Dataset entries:
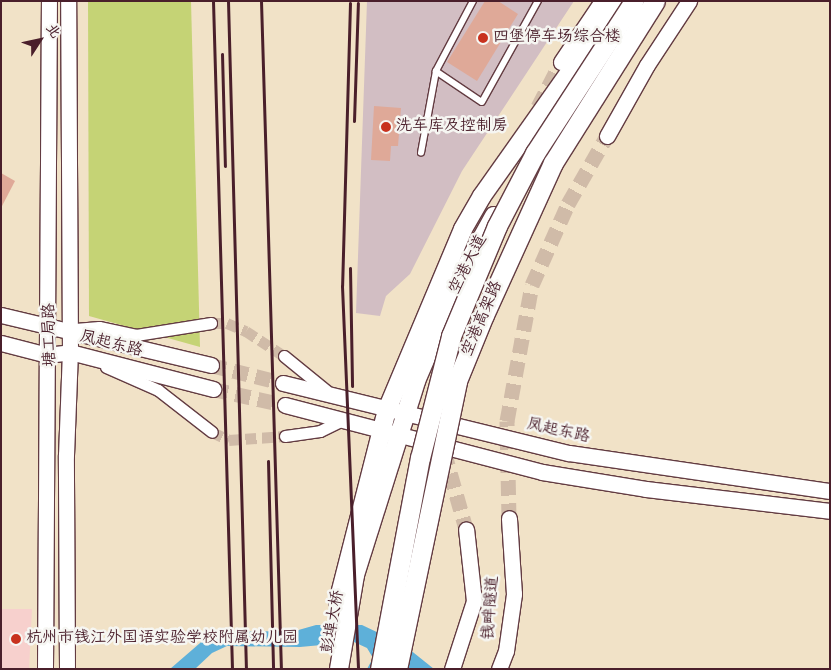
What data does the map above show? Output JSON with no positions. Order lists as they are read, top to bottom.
{
  "streets": {
    "highway": ["空港高架路"],
    "main road": [
      "空港大道",
      "塘工局路",
      "凤起东路",
      "钱畔隧道",
      "彭埠大桥"
    ]
  },
  "crossings": [
    ["空港大道", "凤起东路"],
    ["空港大道", "彭埠大桥"],
    ["塘工局路", "凤起东路"]
  ],
  "places": ["四堡停车场综合楼", "洗车库及控制房", "杭州市钱江外国语实验学校附属幼儿园"],
  "north": "top right"
}
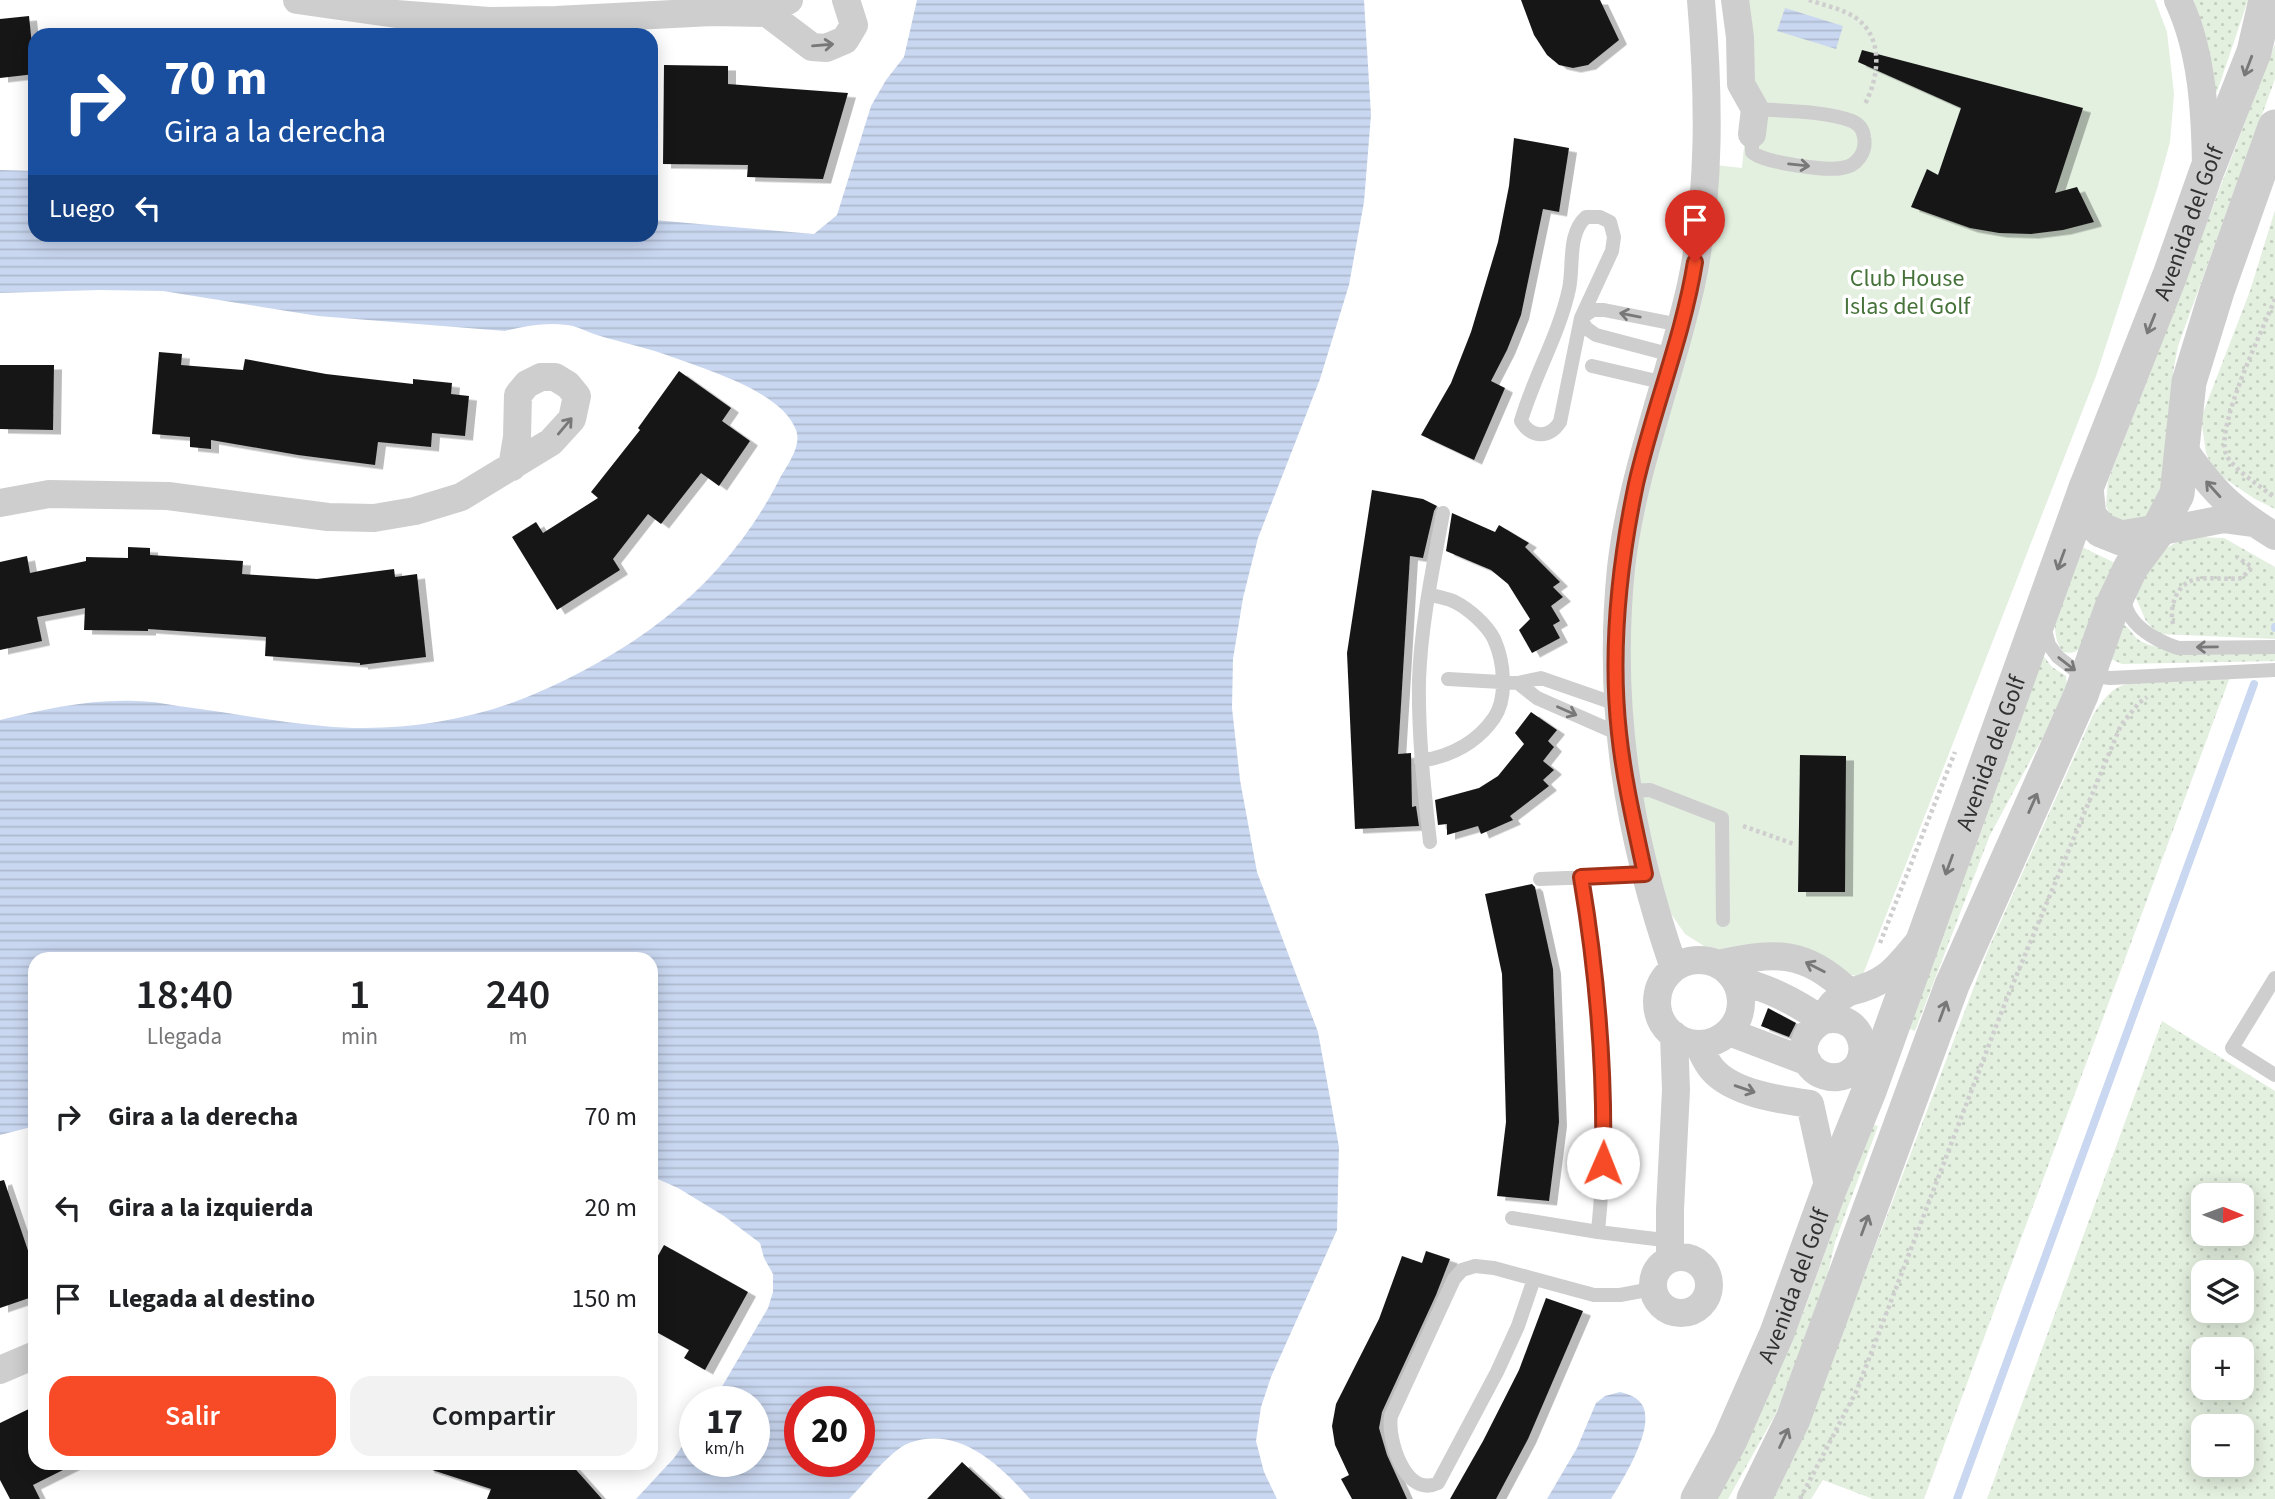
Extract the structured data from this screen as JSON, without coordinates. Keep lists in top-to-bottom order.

YOUR INSTRUCTIONS = The records above need to be printed in full and exactly, without any of the pictures.

REPLY =
What data does the map above show? Output JSON with no positions. Order lists as they are read, top to bottom.
{
  "streets": {
    "highway": ["空港高架路"],
    "main road": [
      "空港大道",
      "塘工局路",
      "凤起东路",
      "钱畔隧道",
      "彭埠大桥"
    ]
  },
  "crossings": [
    ["空港大道", "凤起东路"],
    ["空港大道", "彭埠大桥"],
    ["塘工局路", "凤起东路"]
  ],
  "places": ["四堡停车场综合楼", "洗车库及控制房", "杭州市钱江外国语实验学校附属幼儿园"],
  "north": "top right"
}
Extract the structured data from this screen as JSON, without coordinates. Keep lists in top-to-bottom order.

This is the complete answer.